Отсюда неуместность всех разговоров об Аушвице как непостижимом и несказанном (эпитеты, традиционно относимые к Богу, а в данном случае представляющие своего рода апофатическую, или негативную, «теологию Холокоста»). Молчащий о нем утверждает правоту нацистов, становится солидарным с их стратегией «тайны власти» — принимает, пусть даже невольно, уничтожение любых свидетельств и самих свидетельствуемых как факт, если не прямо соучаствует в нем. Напротив, стратегия сопротивления в лагере и лагерю, как и другим подобным ему социальным устройствам, состоит в том, чтобы ни от чего не отворачиваться, поддерживать, развивать способность смотреть на себя глазами другого, а значит, утверждать этого другого как личность, как существующего. Именно на такой двойственности построена у Примо Леви роль свидетеля и конструкция свидетельства «за» и «от имени» «мусульманина».

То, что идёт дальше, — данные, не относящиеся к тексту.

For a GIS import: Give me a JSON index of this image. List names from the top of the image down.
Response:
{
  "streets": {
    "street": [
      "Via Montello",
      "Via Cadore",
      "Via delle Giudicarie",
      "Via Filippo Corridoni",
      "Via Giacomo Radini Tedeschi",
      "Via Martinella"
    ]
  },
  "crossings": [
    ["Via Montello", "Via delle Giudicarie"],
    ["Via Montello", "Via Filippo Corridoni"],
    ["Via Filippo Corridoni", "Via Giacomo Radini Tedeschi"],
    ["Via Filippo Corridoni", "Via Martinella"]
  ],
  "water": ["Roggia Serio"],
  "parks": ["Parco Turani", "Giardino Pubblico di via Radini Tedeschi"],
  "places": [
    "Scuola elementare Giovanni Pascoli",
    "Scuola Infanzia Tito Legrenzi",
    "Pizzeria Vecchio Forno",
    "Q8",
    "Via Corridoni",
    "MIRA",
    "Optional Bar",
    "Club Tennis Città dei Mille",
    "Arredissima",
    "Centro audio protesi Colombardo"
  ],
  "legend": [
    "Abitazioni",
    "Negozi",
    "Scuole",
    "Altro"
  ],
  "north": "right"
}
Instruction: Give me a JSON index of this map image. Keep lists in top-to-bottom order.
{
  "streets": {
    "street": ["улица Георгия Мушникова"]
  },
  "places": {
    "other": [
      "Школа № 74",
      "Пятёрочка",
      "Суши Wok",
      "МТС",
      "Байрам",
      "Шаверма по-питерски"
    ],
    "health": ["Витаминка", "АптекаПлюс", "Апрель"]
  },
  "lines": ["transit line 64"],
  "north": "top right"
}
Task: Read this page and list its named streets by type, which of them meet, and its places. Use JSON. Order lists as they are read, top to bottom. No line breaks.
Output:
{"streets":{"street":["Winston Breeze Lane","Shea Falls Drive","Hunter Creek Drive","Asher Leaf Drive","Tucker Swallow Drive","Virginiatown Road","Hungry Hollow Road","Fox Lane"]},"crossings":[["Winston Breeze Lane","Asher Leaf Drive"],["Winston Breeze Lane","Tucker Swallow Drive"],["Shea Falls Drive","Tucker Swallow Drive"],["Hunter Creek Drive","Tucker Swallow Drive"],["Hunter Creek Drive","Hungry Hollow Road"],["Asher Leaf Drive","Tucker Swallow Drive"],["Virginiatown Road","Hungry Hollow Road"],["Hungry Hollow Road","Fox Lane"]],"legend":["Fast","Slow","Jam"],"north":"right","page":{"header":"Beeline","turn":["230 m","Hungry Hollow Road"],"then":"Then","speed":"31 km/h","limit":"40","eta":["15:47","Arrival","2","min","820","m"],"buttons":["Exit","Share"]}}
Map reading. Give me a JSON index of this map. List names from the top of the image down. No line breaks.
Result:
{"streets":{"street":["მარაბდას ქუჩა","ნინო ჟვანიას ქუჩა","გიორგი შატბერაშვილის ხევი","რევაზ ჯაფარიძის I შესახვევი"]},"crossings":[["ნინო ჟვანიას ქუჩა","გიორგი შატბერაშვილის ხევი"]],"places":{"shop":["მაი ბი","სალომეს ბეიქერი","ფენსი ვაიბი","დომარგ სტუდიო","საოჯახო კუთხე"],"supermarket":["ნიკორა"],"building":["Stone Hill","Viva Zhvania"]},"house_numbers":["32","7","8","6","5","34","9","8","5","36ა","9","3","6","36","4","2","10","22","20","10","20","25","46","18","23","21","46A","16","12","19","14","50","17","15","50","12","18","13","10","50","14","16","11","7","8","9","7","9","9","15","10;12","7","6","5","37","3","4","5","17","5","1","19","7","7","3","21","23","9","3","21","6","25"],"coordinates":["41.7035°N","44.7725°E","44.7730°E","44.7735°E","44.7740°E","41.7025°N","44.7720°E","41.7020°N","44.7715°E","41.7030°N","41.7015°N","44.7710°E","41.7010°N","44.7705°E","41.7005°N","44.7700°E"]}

Смысловым и моральным оправданием подобного свидетельства «за» и «от имени» тех, кто не может, уже никогда не сможет говорить, выступает для Леви в книге «Передышка» трехлетний обезноженный мальчик, который родился в лагере и которого так и не научили говорить. У него нет языка, нет даже собственного имени, Хурбинек — прозвище, данное ему кем-то из окружающих. Его, опять-таки, как бы нет. Но он есть потому и постольку, поскольку о нем найдется, кому свидетельствовать.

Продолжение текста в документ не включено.